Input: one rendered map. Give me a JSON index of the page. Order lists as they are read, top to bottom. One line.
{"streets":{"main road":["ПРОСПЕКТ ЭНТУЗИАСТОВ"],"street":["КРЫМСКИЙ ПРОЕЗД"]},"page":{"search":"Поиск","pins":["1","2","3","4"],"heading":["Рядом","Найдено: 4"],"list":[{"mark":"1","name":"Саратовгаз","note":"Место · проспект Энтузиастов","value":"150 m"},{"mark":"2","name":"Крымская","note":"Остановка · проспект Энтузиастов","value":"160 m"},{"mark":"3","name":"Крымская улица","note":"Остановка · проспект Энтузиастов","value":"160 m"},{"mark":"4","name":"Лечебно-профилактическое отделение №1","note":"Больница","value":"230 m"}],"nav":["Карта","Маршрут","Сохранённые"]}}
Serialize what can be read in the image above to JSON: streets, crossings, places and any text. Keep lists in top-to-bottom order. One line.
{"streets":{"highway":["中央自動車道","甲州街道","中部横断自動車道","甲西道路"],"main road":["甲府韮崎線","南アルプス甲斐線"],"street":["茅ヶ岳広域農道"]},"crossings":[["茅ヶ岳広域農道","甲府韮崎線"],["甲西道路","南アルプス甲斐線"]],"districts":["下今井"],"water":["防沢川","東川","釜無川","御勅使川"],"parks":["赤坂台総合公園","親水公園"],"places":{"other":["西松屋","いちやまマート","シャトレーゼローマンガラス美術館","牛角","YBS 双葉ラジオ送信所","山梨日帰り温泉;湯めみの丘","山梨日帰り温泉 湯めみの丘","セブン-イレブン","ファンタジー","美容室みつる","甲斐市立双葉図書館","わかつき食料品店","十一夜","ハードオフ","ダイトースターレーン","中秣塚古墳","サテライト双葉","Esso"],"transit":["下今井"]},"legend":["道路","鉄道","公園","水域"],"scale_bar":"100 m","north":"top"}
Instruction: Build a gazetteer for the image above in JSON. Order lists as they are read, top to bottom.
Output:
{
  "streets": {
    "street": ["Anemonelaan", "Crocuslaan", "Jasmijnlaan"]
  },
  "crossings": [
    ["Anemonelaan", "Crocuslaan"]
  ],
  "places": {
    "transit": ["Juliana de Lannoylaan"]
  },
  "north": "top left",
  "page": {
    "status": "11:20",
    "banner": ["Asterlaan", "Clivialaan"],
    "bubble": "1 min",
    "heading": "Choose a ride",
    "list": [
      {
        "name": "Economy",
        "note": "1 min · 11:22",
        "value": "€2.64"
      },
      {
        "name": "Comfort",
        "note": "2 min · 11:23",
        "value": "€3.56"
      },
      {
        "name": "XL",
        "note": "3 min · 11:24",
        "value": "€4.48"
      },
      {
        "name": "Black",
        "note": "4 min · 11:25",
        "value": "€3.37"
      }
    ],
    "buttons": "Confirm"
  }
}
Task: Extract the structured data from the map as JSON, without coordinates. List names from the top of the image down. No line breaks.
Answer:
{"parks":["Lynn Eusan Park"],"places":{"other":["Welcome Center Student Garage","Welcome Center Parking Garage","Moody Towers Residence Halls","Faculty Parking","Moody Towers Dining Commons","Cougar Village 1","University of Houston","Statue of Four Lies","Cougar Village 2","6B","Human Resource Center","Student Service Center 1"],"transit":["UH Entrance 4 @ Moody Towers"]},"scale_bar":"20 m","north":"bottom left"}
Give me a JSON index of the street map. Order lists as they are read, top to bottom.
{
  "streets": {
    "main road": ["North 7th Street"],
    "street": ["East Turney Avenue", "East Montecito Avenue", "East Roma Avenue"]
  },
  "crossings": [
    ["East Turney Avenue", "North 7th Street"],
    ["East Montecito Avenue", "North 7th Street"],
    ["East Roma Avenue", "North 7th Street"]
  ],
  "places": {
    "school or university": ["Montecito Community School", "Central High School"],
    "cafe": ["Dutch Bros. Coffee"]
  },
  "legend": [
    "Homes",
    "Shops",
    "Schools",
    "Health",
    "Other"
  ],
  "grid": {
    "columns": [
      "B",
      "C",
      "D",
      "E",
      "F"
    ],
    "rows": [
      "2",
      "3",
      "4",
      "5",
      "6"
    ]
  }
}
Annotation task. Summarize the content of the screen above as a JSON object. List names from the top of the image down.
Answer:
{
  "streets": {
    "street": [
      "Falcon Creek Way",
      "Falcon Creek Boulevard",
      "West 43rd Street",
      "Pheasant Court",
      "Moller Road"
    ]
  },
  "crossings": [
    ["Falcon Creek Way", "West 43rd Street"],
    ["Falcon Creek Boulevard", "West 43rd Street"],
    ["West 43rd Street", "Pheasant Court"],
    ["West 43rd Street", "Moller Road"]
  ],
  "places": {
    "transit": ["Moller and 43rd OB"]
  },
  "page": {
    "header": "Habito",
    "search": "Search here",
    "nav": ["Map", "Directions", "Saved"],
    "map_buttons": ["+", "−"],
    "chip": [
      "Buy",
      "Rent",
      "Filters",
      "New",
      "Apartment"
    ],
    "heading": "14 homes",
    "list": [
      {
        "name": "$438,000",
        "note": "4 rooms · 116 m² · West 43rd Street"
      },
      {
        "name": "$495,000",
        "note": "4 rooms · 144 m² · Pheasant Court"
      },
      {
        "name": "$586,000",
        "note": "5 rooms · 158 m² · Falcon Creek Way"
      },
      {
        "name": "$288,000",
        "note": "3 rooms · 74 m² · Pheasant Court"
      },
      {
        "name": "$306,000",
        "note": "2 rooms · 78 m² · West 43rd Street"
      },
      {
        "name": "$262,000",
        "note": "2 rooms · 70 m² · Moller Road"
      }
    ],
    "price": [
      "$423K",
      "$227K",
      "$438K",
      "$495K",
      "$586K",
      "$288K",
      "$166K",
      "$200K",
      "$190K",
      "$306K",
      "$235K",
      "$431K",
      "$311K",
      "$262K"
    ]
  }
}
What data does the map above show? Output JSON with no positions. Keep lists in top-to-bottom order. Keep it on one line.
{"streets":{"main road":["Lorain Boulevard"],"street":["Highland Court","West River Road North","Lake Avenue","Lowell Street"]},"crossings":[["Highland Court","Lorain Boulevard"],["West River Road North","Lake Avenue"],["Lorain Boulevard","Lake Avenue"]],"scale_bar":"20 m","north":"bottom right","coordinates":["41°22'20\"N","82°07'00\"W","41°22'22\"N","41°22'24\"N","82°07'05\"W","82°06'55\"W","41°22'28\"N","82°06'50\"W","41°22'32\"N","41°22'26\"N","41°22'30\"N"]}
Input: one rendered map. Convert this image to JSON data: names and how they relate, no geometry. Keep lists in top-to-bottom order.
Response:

● ● ● ● ● ● ●

TRY IT:
Nothing but the lines from the top of the entries above through the line with "Instruction: Build a" should be set down, each exactly as written.

FINISHED EXERCISE:
Input: one rendered map. Give me a JSON index of the page. Order lists as they are read, top to bottom. One line.
{"streets":{"main road":["ПРОСПЕКТ ЭНТУЗИАСТОВ"],"street":["КРЫМСКИЙ ПРОЕЗД"]},"page":{"search":"Поиск","pins":["1","2","3","4"],"heading":["Рядом","Найдено: 4"],"list":[{"mark":"1","name":"Саратовгаз","note":"Место · проспект Энтузиастов","value":"150 m"},{"mark":"2","name":"Крымская","note":"Остановка · проспект Энтузиастов","value":"160 m"},{"mark":"3","name":"Крымская улица","note":"Остановка · проспект Энтузиастов","value":"160 m"},{"mark":"4","name":"Лечебно-профилактическое отделение №1","note":"Больница","value":"230 m"}],"nav":["Карта","Маршрут","Сохранённые"]}}
Serialize what can be read in the image above to JSON: streets, crossings, places and any text. Keep lists in top-to-bottom order. One line.
{"streets":{"highway":["中央自動車道","甲州街道","中部横断自動車道","甲西道路"],"main road":["甲府韮崎線","南アルプス甲斐線"],"street":["茅ヶ岳広域農道"]},"crossings":[["茅ヶ岳広域農道","甲府韮崎線"],["甲西道路","南アルプス甲斐線"]],"districts":["下今井"],"water":["防沢川","東川","釜無川","御勅使川"],"parks":["赤坂台総合公園","親水公園"],"places":{"other":["西松屋","いちやまマート","シャトレーゼローマンガラス美術館","牛角","YBS 双葉ラジオ送信所","山梨日帰り温泉;湯めみの丘","山梨日帰り温泉 湯めみの丘","セブン-イレブン","ファンタジー","美容室みつる","甲斐市立双葉図書館","わかつき食料品店","十一夜","ハードオフ","ダイトースターレーン","中秣塚古墳","サテライト双葉","Esso"],"transit":["下今井"]},"legend":["道路","鉄道","公園","水域"],"scale_bar":"100 m","north":"top"}
Instruction: Build a gazetteer for the image above in JSON. Order lists as they are read, top to bottom.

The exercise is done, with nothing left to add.